En estos últimos años en el Perú hay progresos económicos que debiera ser apoyados con una política de Estado y que Alan García simplemente no ve, porque no logran aplausos de los multimillonarios poderosos.

Por Diario La Primera | 03 ago 2010 |    

Las industrias culturales. Ahora hay películas peruanas que ganan premios internacionales y mayor cantidad de teatros. Hay cantantes y grupos musicales destacados, y programas de TV destacando nuestras costumbres y nuestros lugares. Hay desfiles de moda y una Feria Internacional del Libro más grande y sustanciosa. Más cultura, generando ingresos y mejorando la calidad de vida.

El turismo y la gastronomía. El turismo crece, trayendo divisas y empleos. No está exento de problemas, concentrado alrededor de Machu Picchu, con abusos de algunos. Pero el turismo genera empleos descentralizados y con efecto multiplicador. También la gastronomía peruana progresa, nos destaca en el mundo y rescata nuestras culturas originarias y nuestra biodiversidad.

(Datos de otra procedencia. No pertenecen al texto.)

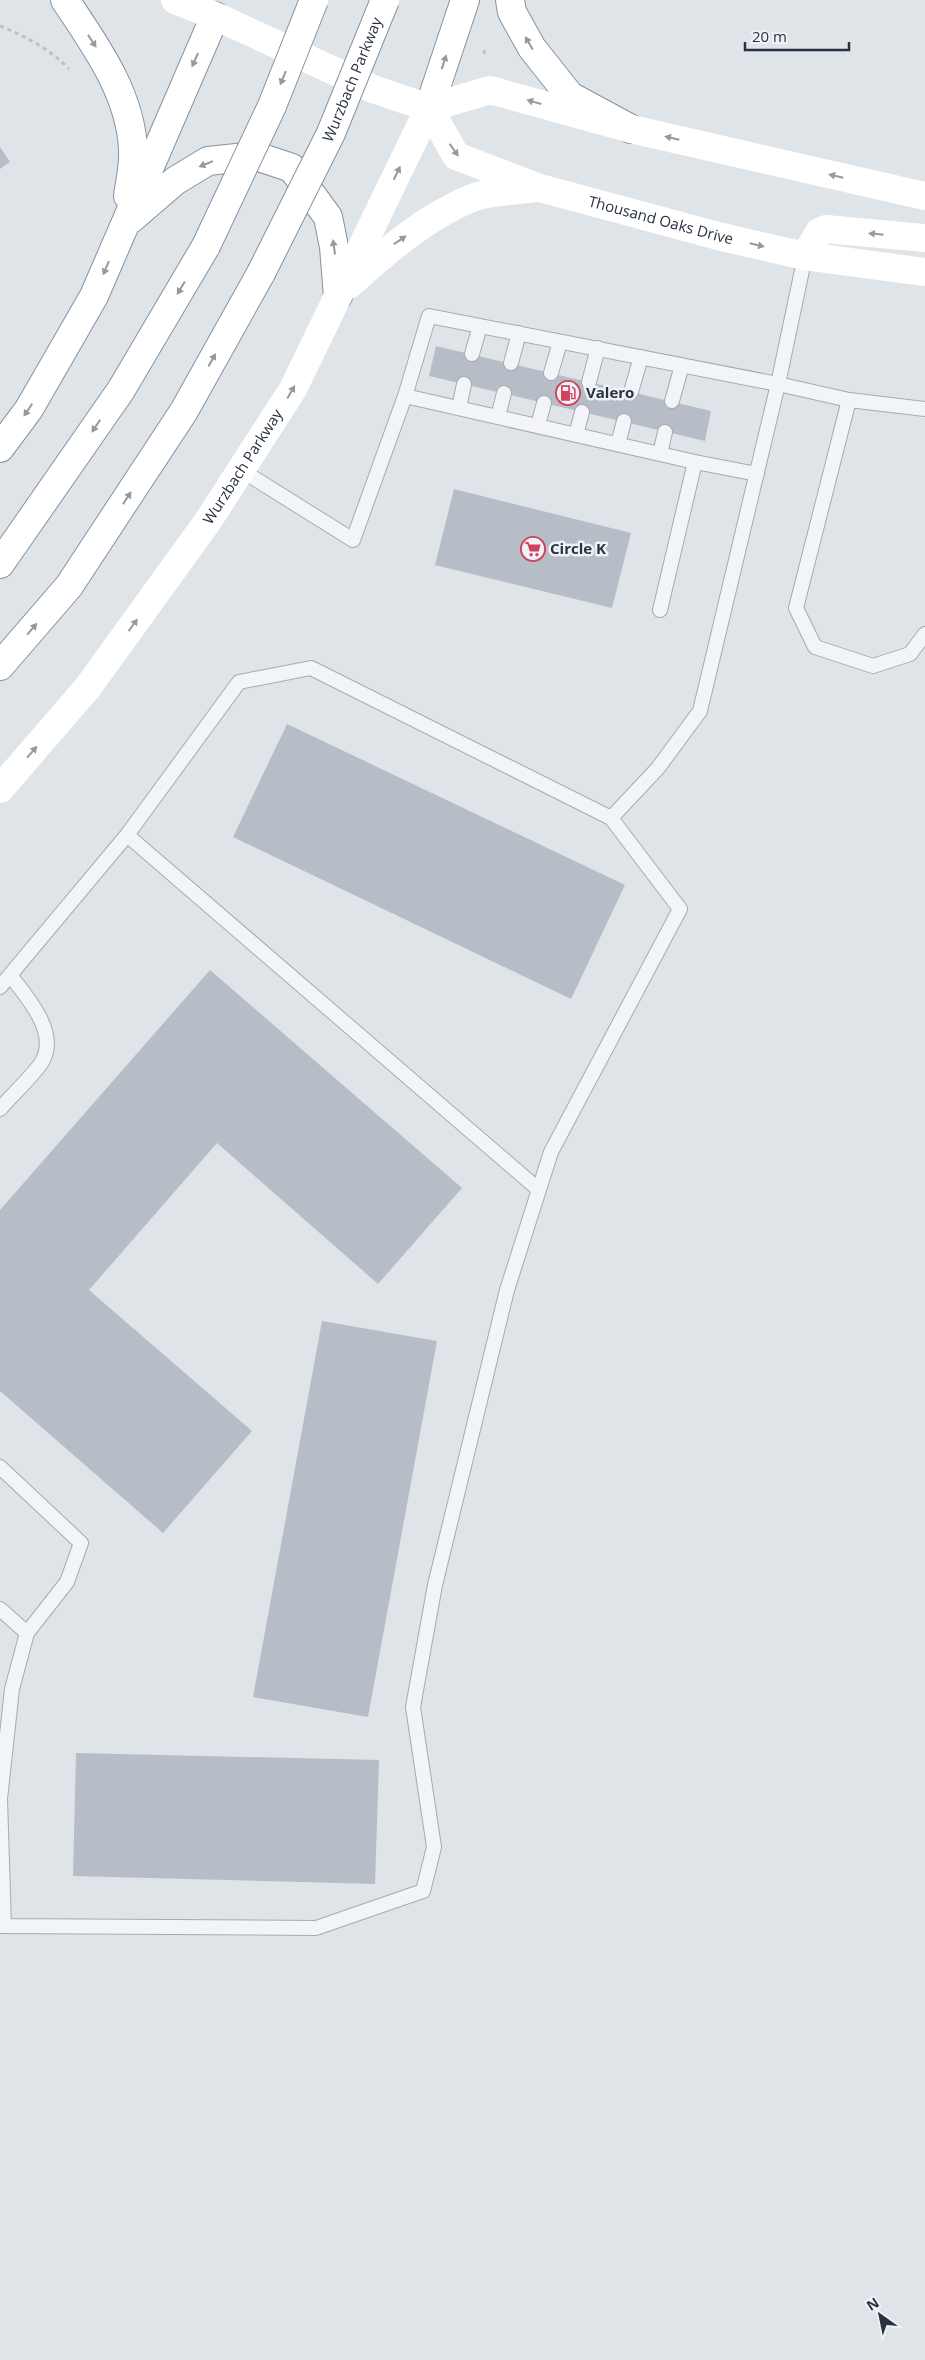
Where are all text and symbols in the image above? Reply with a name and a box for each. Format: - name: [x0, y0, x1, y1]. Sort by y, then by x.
- street label: Wurzbach Parkway: [317, 14, 386, 145]
- scale bar: [745, 20, 849, 52]
- text: 20 m: [752, 26, 787, 46]
- one-way arrow: [87, 34, 97, 47]
- one-way arrow: [525, 37, 534, 50]
- one-way arrow: [191, 53, 199, 67]
- one-way arrow: [440, 54, 448, 69]
- one-way arrow: [279, 71, 287, 86]
- one-way arrow: [526, 97, 541, 105]
- one-way arrow: [665, 134, 680, 142]
- one-way arrow: [449, 143, 459, 157]
- one-way arrow: [199, 160, 213, 168]
- one-way arrow: [394, 166, 402, 180]
- one-way arrow: [829, 172, 844, 180]
- street label: Thousand Oaks Drive: [586, 191, 735, 248]
- one-way arrow: [868, 230, 884, 238]
- one-way arrow: [393, 235, 407, 245]
- one-way arrow: [329, 239, 337, 255]
- one-way arrow: [749, 241, 764, 249]
- one-way arrow: [102, 261, 110, 275]
- one-way arrow: [177, 281, 186, 295]
- one-way arrow: [208, 353, 217, 366]
- fuel station icon: Valero: [555, 380, 581, 406]
- place label: Valero: [586, 382, 634, 402]
- one-way arrow: [287, 384, 295, 399]
- one-way arrow: [23, 403, 33, 417]
- street label: Wurzbach Parkway: [198, 405, 287, 528]
- one-way arrow: [91, 419, 101, 433]
- one-way arrow: [122, 491, 132, 505]
- supermarket icon: Circle K: [520, 536, 546, 562]
- place label: Circle K: [550, 538, 606, 558]
- one-way arrow: [128, 618, 138, 632]
- one-way arrow: [26, 624, 38, 636]
- one-way arrow: [26, 746, 37, 758]
- north arrow: [855, 2290, 905, 2340]
- text: N: [863, 2293, 883, 2315]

Mejora campesina. Se han asentado alternativas prácticas que, con poca inversión, multiplican los ingresos, mejoran la alimentación y las condiciones de vida de los campesinos. El riego tecnificado de bajo costo, junto a un paquete de tecnologías agropecuarias ecológicas trasmitidas de campesino a campesino, funciona como un gran primer paso en el desarrollo del ande rural. Junto a la agricultura orgánica, se afirman formas con las cuales los campesinos logran salir de la pobreza.

La agroexportación. Una veintena de productos agropecuarios logra más de 2,500 millones de dólares anuales de exportaciones. Lamentablemente, la gran concentración de la tierra y las pésimas condiciones laborales impiden que los beneficios sociales sean mucho mayores. Pero la agroexportación genera cientos de miles de empleos, y sus productos y destinos se han diversificado, dándole sostenibilidad

La construcción de viviendas. Edificio tras edificio se levanta en Lima y en otras ciudades. Aunque hay una mala planificación urbana y problemas de inseguridad en el trabajo que llevan a una acumulación de accidentes y muertos espantosa, con la construcción se da un sitio de acogida a miles de familias y trabajo a muchos peruanos con poca calificación.

Alan García no solo olvidó temas fundamentales como los pueblos indígenas y el medio ambiente, no dio respuestas a la corrupción y la inseguridad ciudadana y fue demagógico en salud, educación y obras públicas. Se olvidó además de que, en economía, el pueblo también avanza, con su propio esfuerzo.